If a hacker gains access to sensitive data in customer records, such as Social Security numbers and birth dates, the cost to a dealership could be in the millions. That figure is based on an average cost of $30 per customer record breached.

Even if a dealership’s CRM or DMS vendor is responsible for the breach of a dealership’s customer records, the dealership is legally liable for all resulting costs, which may include:

  • Local and federal law enforcement investigations
  • Computer forensic investigations
  • Business interruptions, including orders to close the dealership until the source and impact of the breach is assessed
  • Customer notifications and free credit monitoring for customers
  • Crisis management and public relations
  • Customer and class-action lawsuits
  • FTC action for noncompliance with the Gramm-Leach-Bliley Act and software copyright laws

Fortunately for dealers, Nachbahr said, these consequences can be greatly mitigated by creating a security plan that includes a response to customer data breach occurrences.

His first recommendation is that dealers should assign a point person in the dealership who will coordinate a planned response. The designee is typically a high-level financial executive, which in a dealership may be the CFO, controller or chief compliance officer.

The designee should have a written response plan that addresses each of the consequences listed in the bullet points above. The designee should also have a list of parties and contact information at the ready in the event of a security breach. Parties that need to be notified immediately include local law enforcement, the dealership’s attorney, cyberliability insurance provider and public relations/crisis management representative.

The customer data breach response plan should also include a protocol for notifying customers that their data has been breached, which is a legal requirement. Many states also have a legal requirement that will require dealers to pay for one or two years of free credit monitoring for the affected customers.

Nachbahr recommends that any dealer who does not have cyberliability insurance should get some immediately. The typical insurance policies that dealerships carry, such as property, liability and casualty insurance, do not cover costs related to data breaches.

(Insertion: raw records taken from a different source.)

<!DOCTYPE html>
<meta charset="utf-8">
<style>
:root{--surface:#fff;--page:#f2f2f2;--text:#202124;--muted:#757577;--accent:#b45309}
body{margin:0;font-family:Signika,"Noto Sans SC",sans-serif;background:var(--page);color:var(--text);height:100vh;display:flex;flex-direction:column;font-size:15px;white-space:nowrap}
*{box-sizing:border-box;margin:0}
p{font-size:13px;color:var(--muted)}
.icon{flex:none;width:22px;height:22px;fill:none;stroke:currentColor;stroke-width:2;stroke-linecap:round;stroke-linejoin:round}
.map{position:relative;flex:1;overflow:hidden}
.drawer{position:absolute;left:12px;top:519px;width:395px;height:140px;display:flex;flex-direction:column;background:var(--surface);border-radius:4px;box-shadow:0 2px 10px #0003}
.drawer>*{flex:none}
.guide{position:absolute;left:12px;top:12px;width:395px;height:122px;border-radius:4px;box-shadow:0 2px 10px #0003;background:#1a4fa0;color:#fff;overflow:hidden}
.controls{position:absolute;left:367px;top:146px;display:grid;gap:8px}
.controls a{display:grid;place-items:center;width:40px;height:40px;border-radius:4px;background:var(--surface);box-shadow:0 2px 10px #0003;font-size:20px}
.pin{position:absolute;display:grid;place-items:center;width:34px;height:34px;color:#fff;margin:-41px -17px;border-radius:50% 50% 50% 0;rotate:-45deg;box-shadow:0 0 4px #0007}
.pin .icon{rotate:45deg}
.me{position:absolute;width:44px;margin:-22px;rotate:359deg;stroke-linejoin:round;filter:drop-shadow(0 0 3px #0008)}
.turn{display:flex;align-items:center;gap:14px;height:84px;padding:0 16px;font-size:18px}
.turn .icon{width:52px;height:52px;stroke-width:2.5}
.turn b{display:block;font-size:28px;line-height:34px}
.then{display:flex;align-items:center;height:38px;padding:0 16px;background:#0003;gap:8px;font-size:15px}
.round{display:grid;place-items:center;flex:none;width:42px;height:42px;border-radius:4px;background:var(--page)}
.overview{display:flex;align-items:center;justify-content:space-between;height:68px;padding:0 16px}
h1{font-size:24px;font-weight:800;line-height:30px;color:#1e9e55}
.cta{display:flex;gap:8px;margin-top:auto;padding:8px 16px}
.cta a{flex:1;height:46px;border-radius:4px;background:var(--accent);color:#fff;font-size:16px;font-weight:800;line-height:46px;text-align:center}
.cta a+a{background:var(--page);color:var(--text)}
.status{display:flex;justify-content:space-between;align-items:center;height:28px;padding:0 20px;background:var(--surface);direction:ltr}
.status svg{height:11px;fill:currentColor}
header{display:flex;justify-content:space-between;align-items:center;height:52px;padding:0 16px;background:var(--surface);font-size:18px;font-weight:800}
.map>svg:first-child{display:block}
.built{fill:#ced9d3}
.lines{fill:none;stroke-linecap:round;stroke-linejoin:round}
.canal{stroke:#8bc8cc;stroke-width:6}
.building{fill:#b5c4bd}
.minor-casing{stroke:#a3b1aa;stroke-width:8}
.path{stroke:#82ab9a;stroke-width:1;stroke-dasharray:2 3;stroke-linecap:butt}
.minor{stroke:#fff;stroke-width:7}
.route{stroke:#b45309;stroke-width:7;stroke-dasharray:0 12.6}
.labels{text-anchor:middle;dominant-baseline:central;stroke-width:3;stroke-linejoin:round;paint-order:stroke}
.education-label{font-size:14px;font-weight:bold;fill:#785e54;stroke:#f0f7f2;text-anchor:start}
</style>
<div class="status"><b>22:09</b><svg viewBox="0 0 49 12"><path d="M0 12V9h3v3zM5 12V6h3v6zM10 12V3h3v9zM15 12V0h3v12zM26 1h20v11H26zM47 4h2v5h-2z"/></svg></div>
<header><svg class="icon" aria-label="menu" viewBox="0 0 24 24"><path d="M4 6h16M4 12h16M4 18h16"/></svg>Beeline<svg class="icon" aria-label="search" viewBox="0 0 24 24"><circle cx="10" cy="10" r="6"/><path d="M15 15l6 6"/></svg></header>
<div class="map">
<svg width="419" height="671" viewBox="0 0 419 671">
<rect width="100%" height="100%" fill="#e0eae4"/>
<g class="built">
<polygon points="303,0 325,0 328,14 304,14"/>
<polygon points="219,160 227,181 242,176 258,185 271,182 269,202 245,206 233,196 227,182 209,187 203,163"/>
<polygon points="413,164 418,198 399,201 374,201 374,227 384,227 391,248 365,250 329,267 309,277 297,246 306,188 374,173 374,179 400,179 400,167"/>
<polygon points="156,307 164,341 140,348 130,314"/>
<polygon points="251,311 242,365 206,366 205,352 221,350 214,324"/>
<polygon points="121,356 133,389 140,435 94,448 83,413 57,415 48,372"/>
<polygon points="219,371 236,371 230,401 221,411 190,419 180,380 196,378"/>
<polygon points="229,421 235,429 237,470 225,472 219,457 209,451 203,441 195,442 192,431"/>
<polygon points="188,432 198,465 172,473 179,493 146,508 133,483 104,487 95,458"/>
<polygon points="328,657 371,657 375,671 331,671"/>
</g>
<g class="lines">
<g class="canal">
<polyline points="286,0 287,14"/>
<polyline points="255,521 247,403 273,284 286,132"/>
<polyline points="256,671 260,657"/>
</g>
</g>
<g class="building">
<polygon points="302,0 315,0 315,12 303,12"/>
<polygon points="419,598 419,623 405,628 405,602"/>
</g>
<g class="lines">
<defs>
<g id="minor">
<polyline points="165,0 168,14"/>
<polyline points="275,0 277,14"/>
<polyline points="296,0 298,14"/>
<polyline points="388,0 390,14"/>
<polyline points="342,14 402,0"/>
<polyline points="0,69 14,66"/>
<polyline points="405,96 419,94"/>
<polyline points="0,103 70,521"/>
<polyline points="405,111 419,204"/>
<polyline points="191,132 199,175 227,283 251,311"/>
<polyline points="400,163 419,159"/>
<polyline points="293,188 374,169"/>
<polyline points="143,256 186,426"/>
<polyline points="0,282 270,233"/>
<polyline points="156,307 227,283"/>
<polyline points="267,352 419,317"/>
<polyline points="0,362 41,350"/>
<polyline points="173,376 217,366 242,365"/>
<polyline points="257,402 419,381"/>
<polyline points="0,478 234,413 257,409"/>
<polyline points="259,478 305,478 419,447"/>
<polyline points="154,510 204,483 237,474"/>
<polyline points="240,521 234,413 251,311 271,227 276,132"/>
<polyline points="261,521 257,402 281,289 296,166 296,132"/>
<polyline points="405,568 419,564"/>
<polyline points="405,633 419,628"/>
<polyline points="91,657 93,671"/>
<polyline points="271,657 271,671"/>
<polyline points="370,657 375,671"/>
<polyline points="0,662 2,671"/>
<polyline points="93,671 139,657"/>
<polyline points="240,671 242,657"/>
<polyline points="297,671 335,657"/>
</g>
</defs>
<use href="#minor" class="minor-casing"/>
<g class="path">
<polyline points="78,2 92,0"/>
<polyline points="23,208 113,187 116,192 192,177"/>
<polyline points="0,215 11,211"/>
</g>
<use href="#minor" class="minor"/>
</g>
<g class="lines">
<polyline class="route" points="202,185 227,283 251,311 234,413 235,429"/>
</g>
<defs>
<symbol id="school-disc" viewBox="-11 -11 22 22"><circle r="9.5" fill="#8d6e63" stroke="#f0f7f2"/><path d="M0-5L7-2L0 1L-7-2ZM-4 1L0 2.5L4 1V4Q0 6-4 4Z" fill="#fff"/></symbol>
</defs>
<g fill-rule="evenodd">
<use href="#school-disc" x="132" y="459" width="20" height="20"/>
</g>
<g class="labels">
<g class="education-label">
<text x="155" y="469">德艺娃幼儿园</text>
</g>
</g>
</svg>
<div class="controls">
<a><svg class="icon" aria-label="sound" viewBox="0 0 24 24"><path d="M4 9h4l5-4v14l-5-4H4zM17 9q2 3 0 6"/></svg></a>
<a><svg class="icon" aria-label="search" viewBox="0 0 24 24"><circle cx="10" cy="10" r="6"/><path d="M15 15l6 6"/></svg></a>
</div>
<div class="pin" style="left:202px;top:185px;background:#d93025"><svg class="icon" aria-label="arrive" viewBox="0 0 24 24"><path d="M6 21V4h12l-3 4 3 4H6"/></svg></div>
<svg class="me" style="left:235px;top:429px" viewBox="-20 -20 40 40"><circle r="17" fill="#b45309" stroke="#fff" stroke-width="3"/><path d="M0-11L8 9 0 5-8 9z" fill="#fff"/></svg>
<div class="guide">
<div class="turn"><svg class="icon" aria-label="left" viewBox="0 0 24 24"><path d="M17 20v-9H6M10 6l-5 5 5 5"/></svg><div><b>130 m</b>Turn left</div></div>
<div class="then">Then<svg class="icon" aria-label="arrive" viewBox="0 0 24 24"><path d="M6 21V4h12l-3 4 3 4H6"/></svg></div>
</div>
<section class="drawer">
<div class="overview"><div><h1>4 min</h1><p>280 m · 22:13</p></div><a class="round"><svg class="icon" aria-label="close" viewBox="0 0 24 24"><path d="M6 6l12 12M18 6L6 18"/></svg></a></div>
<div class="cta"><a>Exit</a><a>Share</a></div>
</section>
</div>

Finally, dealers who don't have a crisis management plan in place, Nachbahr recommends they create one. Costs related to litigation and compliance violations can be greatly alleviated if the dealership responds publicly, immediately and in an appropriate manner.

Nachbahr further noted that the likelihood that a given dealership will experience a customer data breach is high. In the last 12 months, 71% of small to mid-size businesses reported a security breach, according to a July 2016 report titled IT Security at Small to Mid-Size Businesses (SMBs): 2016 Benchmark Survey. Companies with fewer than 500 employees proved the most vulnerable with a 75% breach rate.

“Dealers need to realize this is an imminent threat, and that it’s not if, but when this will happen,” he said. “Having a security plan in place is pretty much expected for every business in every industry these days, but, unfortunately, we find that many dealerships don’t think about it until it’s too late.”